Unfortunately in the villages of sub-Saharan Africa, economic blows often come in the form of droughts.
A new study presented in the Economic Journal is breaking ground in confirming the correlation between financial hardships and the spread of HIV.
Researchers from UC Berkeley, Middlebury College and the International Food Policy Research Institute showed that preventing people from having shocks to their bank accounts could help from resorting to risky behaviors that spread this disease.
In the long term, the study’s co-author Kelly Jones and her colleagues are delving further into this issue to discover if helping both rural and urban women save more money deceases their risk of HIV. This is largely because the highest HIV rates are among women in agriculture and non-farming men.
Examining available data on HIV patients in 19 African countries, including the locations of the patients’ villages, they focused on where droughts had hit in the previous decade because of the financial shock they cause.
The study’s results prove higher rates of HIV exist among villages in sub-Saharan Africa that had experienced drought in the previous 10 years. To make matters worse, there was an 11 percent increase in HIV prevalence for every drought in that time frame.
In the developing world, very few people have substantial savings — a huge reason why these droughts cause such a financial burden.
“When they have a bad week or a bad month, they often don’t have any way to cover themselves,” Jones said.
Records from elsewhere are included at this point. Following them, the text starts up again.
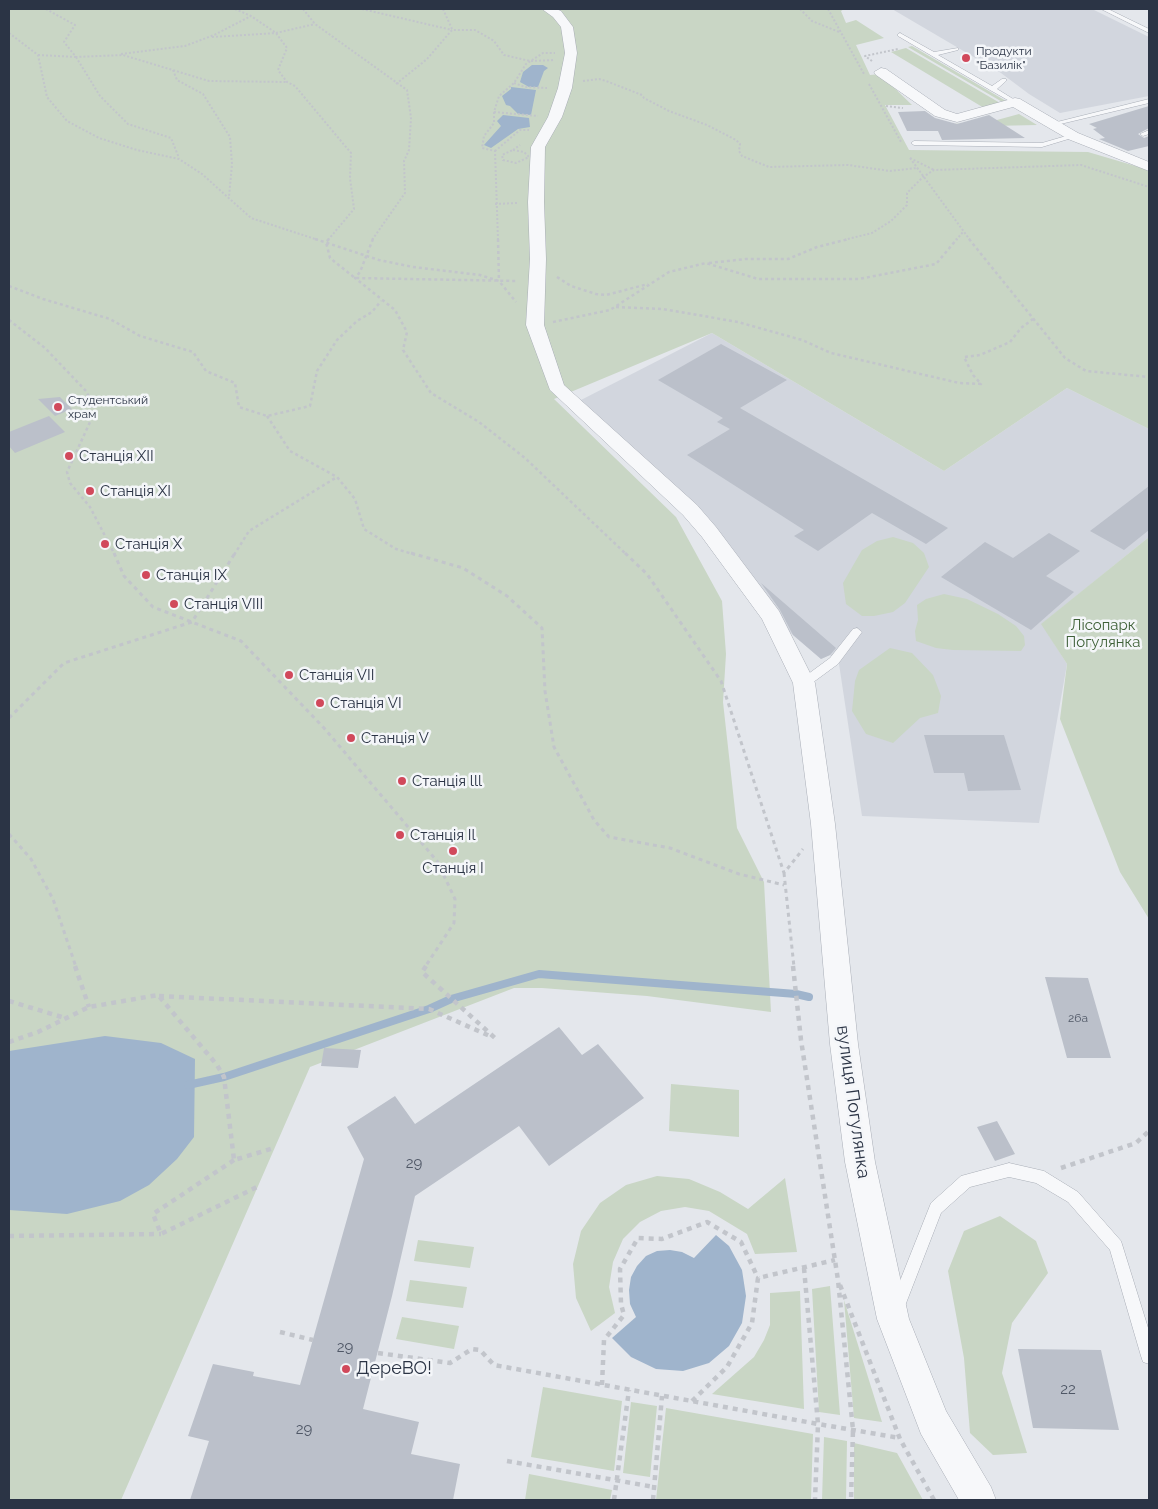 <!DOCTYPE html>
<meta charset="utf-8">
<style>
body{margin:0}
#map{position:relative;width:1158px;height:1509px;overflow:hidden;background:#e4e7ec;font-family:Raleway,sans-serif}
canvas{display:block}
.frame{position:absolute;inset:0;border:10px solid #2b3445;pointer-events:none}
</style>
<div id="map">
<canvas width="1158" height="1509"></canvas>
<div class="frame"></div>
</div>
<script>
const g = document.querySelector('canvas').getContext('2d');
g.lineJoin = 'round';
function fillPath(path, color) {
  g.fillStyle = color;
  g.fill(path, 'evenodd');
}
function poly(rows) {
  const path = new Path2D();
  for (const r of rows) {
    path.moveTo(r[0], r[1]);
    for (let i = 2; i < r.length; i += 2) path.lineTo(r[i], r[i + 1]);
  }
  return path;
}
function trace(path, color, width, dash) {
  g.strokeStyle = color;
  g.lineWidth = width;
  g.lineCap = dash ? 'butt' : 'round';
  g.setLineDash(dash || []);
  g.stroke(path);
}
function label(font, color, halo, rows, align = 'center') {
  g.font = font + ' Raleway,sans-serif';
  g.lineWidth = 5;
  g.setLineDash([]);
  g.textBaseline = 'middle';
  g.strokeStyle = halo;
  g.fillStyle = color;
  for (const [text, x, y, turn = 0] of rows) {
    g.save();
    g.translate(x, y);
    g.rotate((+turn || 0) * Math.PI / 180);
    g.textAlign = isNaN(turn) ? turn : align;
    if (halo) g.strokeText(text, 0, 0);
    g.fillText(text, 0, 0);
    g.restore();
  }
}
fillPath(poly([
 [892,9,1092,9,1149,37,1149,96,1060,113,1029,94,1001,73],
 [712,333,944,471,1067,388,1149,429,1149,537,1042,624,1067,664,1039,823,862,816,839,664,830,655,821,659,779,623,772,607,707,516,644,461,579,401]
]), '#d2d6de');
fillPath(poly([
 [9,9,844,9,841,11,846,23,856,20,884,38,856,45,870,75,880,74,912,105,885,105,909,150,1088,152,1149,170,1149,429,1067,388,944,471,712,333,554,399,676,517,722,601,726,654,723,702,737,828,764,882,771,1012,647,996,542,988,514,988,310,1067,121,1500,9,1500],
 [912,46,1006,101,1004,103,908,47],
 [906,48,1000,103,984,108,891,52],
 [1019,114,1037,125,947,127,945,124,986,123],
 [893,537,913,543,924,553,929,567,905,603,893,612,874,616,862,616,846,604,843,583,862,550,877,541],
 [1149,537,1149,919,1120,872,1060,719,1067,664,1041,624],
 [944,594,967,599,998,614,1016,626,1024,636,1025,645,1021,651,953,650,936,648,916,641,915,631,918,620,917,605,926,599],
 [890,648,912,653,933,675,941,696,938,713,920,718,893,743,866,734,852,711,855,681,859,670],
 [671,1084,739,1090,739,1137,669,1131],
 [657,1176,689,1179,720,1192,748,1209,785,1178,797,1252,755,1254,747,1234,709,1211,685,1207,661,1211,640,1222,623,1239,613,1262,609,1287,615,1313,591,1331,576,1298,573,1264,581,1231,600,1203,626,1185],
 [1000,1216,1036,1241,1048,1273,1012,1323,1002,1373,1027,1453,993,1455,970,1433,964,1358,948,1271,964,1231],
 [418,1240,474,1247,470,1268,414,1261],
 [410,1280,467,1287,463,1308,406,1301],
 [830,1286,840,1415,819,1412,812,1289],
 [800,1291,804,1409,712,1394,754,1357,764,1340,770,1325,770,1293],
 [844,1300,882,1422,854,1418],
 [402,1317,459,1326,454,1349,396,1339],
 [543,1387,622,1401,614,1471,531,1457],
 [631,1402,657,1406,650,1477,623,1473],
 [666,1408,813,1434,811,1500,656,1500],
 [824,1437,847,1441,846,1500,822,1500],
 [854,1443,897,1453,923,1500,854,1500],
 [529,1474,612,1490,610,1500,525,1500]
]), '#c9d6c5');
fillPath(poly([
 [532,65,543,65,548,68,544,71,538,87,529,87,520,82,523,72],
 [511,87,536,90,531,115,518,114,510,106,506,105,502,96,511,89],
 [503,115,529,118,530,127,518,129,491,148,484,145,501,126,497,121],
 [105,1036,161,1043,195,1059,194,1137,177,1159,149,1185,120,1201,67,1214,9,1210,9,1051],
 [716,1235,729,1246,742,1270,746,1296,742,1323,729,1346,709,1363,683,1371,656,1369,631,1357,612,1338,636,1317,630,1304,629,1290,631,1277,637,1266,646,1256,657,1251,670,1250,682,1252,694,1258]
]), '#9fb4cc');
trace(poly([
 [188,1085,224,1077,429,1009,451,999,539,974,796,994,809,997]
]), '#9fb4cc', 8);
fillPath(poly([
 [1149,106,1149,128,1138,134,1144,138,1149,136,1149,146,1128,151,1099,139,1105,138,1093,129,1097,128,1089,124],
 [925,111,935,118,957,124,989,115,1025,138,942,140,938,131,907,131,898,112],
 [721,344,787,380,740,408,948,528,926,544,872,513,818,551,794,536,804,530,687,455,730,429,717,422,723,418,658,380],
 [60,397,72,409,55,416,38,399],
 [49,416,65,432,15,453,9,446,9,432],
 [1149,486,1149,530,1124,550,1090,531],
 [1049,533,1080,551,1046,576,1074,592,1031,630,941,577,985,542,1013,558],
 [761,583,836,648,830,655,821,659,793,635,780,610],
 [924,735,1004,735,1021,790,968,791,964,773,934,773],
 [1045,977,1088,978,1111,1058,1067,1058],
 [559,1027,582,1055,598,1044,644,1098,549,1166,519,1126,415,1196,392,1296,363,1409,419,1422,411,1454,460,1464,453,1500,190,1500,209,1441,188,1436,213,1364,254,1372,253,1376,300,1385,364,1159,347,1127,395,1096,415,1124],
 [324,1048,361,1050,358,1068,321,1066],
 [997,1121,1015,1154,995,1161,977,1127],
 [1018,1349,1101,1350,1119,1430,1033,1428]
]), '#bbc0ca');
const lane = poly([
 [1101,9,1108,9,1149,29,1149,33,1101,9],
 [900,33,934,52,958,48,958,50,938,55,992,86,1002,79,1006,79,1006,81,997,89,1018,102,1013,103,990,90,898,36,898,34,900,33],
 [1149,99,1149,103,1052,126,1049,124,1149,99],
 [1149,130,1149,134,1143,136,1140,134,1149,130],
 [1073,134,1075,135,1075,137,1042,147,914,145,911,143,914,141,1042,143,1073,134],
 [857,628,862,632,838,664,808,686,800,686,799,683,800,680,830,658,853,629,857,628],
 [1009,1163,1044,1171,1078,1192,1121,1241,1149,1331,1149,1364,1143,1362,1141,1356,1110,1250,1068,1202,1036,1183,1009,1177,970,1187,941,1213,903,1311,898,1314,893,1311,890,1306,931,1203,961,1176,1009,1163]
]);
const street = poly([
 [542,9,556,9,561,11,573,27,577,53,572,88,562,117,545,147,544,202,546,259,544,325,564,385,697,505,716,527,779,611,815,683,835,824,858,1044,875,1162,909,1319,946,1411,991,1487,996,1500,959,1500,921,1434,877,1319,845,1162,830,1044,811,824,793,683,762,619,702,537,683,515,550,390,526,325,530,259,528,202,531,147,548,117,558,88,565,53,561,27,553,17,542,9],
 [881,68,886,69,945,110,957,114,1015,98,1020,99,1078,133,1149,162,1149,171,1068,139,1013,107,957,122,935,116,876,75,874,72,881,68]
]);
trace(lane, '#a9aeb7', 1);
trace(street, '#a9aeb7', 1);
trace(poly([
 [46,9,75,25,64,42,76,57,123,55,209,81,287,82],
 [235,9,251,16,276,33,287,48,278,70,287,82,295,86,351,153,350,178,354,209,328,240],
 [303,9,315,24,407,90,411,118,409,150,404,161,405,193,372,240],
 [362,9,452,30],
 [443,9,452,29],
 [800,9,812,21,839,32],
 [828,9,864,74],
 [9,33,38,55,47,97,67,121,99,138,137,150,179,159,202,174,251,218,318,240],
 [212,37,276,33,315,24],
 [121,54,185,46,214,35,251,16],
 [38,55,77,57],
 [76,57,100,96,128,124,171,138,179,158],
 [872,61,865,56,898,49],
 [173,70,177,80,203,94,230,137,232,164,229,197],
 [583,81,599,79,606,81,642,95,644,98,669,111,707,125,736,140,740,144,739,151,742,156,769,167,848,165,890,171,917,168],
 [514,83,525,87,547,88],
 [396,84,427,59,452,30,475,30,494,41,504,55,530,61,555,60],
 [869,84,901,142],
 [886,106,903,108],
 [494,112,538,116],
 [513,150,520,145],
 [513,150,524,152,529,157,516,163,503,160,502,155,513,150],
 [495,151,520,130,529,130],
 [910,158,970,240],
 [910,158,934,170],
 [495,204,517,203],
 [498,240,495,151,482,148,484,136,494,123,494,112,499,96,514,83,526,64,543,53,555,53],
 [844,240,872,233,891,221,907,205,907,193,923,177,934,170,1081,165,1149,187],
 [956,240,963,232]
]), '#c2c5cb', 2, [2, 2]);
trace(poly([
 [315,239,379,260,413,267,480,275,499,281,516,302],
 [329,239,326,242,330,258,355,278,518,281],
 [373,239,360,272,355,278,395,310,407,332,403,350,431,393,479,422,525,458,627,555],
 [498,239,499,281],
 [969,239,1065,358,1086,371,1149,377],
 [709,263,746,259,788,259,817,247,849,239],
 [557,277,571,286,596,294,606,295,648,284],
 [9,286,43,299,110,319,140,336,193,352,206,371,235,383,239,407,267,416,310,406,317,371,337,340,357,321,372,312,381,301],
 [616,307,663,309,738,322,802,340,831,353,959,383,981,384,973,375,964,357,980,355,1010,342,1021,328,1033,319],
 [9,320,45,348,86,391,92,403,91,420,67,472,70,483,90,507,115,555],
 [553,322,610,310,669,272,706,263,758,279,859,279,936,264,957,239],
 [267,416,290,451,337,477,355,499,364,529,396,549,416,555],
 [234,555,249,531,337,477]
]), '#c2c5cb', 2.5, [3, 3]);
trace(poly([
 [114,553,124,576,153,607,241,641,324,728,437,861,455,899,454,923,425,967],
 [411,553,463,568,507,596,542,628,545,691,554,747,594,820,609,837,670,848,739,874,784,885],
 [625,553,647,574,721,681,784,873,803,849],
 [9,718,64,663,192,622,235,553],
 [9,834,31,859,53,899,76,967],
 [784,873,794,967]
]), '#c2c5cb', 3, [4, 4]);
trace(poly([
 [75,966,89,1007],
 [426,966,422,972,495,1038],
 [793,966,801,1040,838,1280,853,1430,851,1500],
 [159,996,429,1009,492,1037],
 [9,1001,65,1018],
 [9,1042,38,1032,89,1007,158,995,217,1065,224,1077,234,1160,274,1148],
 [234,1160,153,1214,161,1234,259,1186],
 [1061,1168,1136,1143,1149,1131],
 [9,1236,161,1234],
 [804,1268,818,1424,900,1438],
 [840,1285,900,1439,934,1500],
 [280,1332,313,1340],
 [378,1353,450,1363,472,1349,480,1350,494,1365,818,1424,815,1500],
 [602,1385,604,1340,624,1315,621,1304,620,1269,638,1238,662,1239,707,1222,741,1242,758,1278],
 [692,1401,727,1367,752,1323,758,1278,835,1260],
 [507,1461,654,1487],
 [614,1500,629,1390],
 [653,1500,662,1396]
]), '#c2c5cb', 4.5, [5, 5]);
fillPath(lane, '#f7f8fa');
fillPath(street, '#f7f8fa');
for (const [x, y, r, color] of [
 [966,58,5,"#d1495b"],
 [58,407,5,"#d1495b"],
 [69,456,5,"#d1495b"],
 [90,491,5,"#d1495b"],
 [105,544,5,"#d1495b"],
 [146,575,5,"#d1495b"],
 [174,604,5,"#d1495b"],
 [289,675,5,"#d1495b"],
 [320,703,5,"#d1495b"],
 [351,738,5,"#d1495b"],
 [402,781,5,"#d1495b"],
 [400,835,5,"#d1495b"],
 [453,851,5,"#d1495b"],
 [346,1369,5,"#d1495b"]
]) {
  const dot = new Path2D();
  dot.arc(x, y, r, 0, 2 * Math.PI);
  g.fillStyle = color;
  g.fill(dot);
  trace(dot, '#f4f6f9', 2);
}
label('12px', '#2b3445', '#f4f6f9', [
 ["Продукти",976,51],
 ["\"Базилік\"",976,65],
 ["Студентський",68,400],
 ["храм",68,414]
], 'left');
label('12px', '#4f5766', null, [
 ["26а",1078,1018]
]);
label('15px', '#2b3445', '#f4f6f9', [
 ["Cтанція XII",79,456],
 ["Cтанція XI",100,491],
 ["Cтанція X",115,544],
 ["Cтанція IX",156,575],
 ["Cтанція VIII",184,604],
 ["Станція VII",299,675],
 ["Станція VI",330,703],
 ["Cтанція V",361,738],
 ["Cтанція lll",412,781],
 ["Cтанція Il",410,835],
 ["Cтанція I",453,868,"center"]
], 'left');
label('15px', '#3f6138', '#f4f6f9', [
 ["Лісопарк",1103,625],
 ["Погулянка",1103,642]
]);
label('15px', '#4f5766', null, [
 ["29",414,1163],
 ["29",345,1347],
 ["22",1068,1389],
 ["29",304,1429]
]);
label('18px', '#2b3445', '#f4f6f9', [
 ["вулиця Погулянка",853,1102,82]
]);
label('18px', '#2b3445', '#f4f6f9', [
 ["ДереВО!",356,1369]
], 'left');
</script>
Commodities like better access to savings and credit, crop insurance and more drought-tolerant crops, the study says, could ease this burden and minimize the spread of HIV.
But because people in sub-Saharan Africa need a way to cope with the crises, they trade sex for support. Unfortunately this “transactional sex” raises their risk of becoming infected with the virus.
In addition, people who had experienced droughts in this study were 10 to 15 percent more inclined to cheat on their spouses.
Although drought vulnerability is only part of the HIV puzzle that is sub-Saharan Africa, the researchers found it helped to explain about a fifth of the differences in HIV rates in this continent.
“To find a new factor that no one had thought of and already be explaining 11 percent, I think from a social science research perspective, that suggests that’s a pretty important factor,” said Edward Miguel, an economist from UC Berkeley.
Other than HIV, crime and political instability also grows after droughts, research shows. Jones said many people cannot smooth life’s ups and downs because they do not have access to the financial resources to help.
Whatever she and other researchers can do to help reduce the financial burdens of individuals like those in sub-Saharan Africa will have benefits in every aspect of life.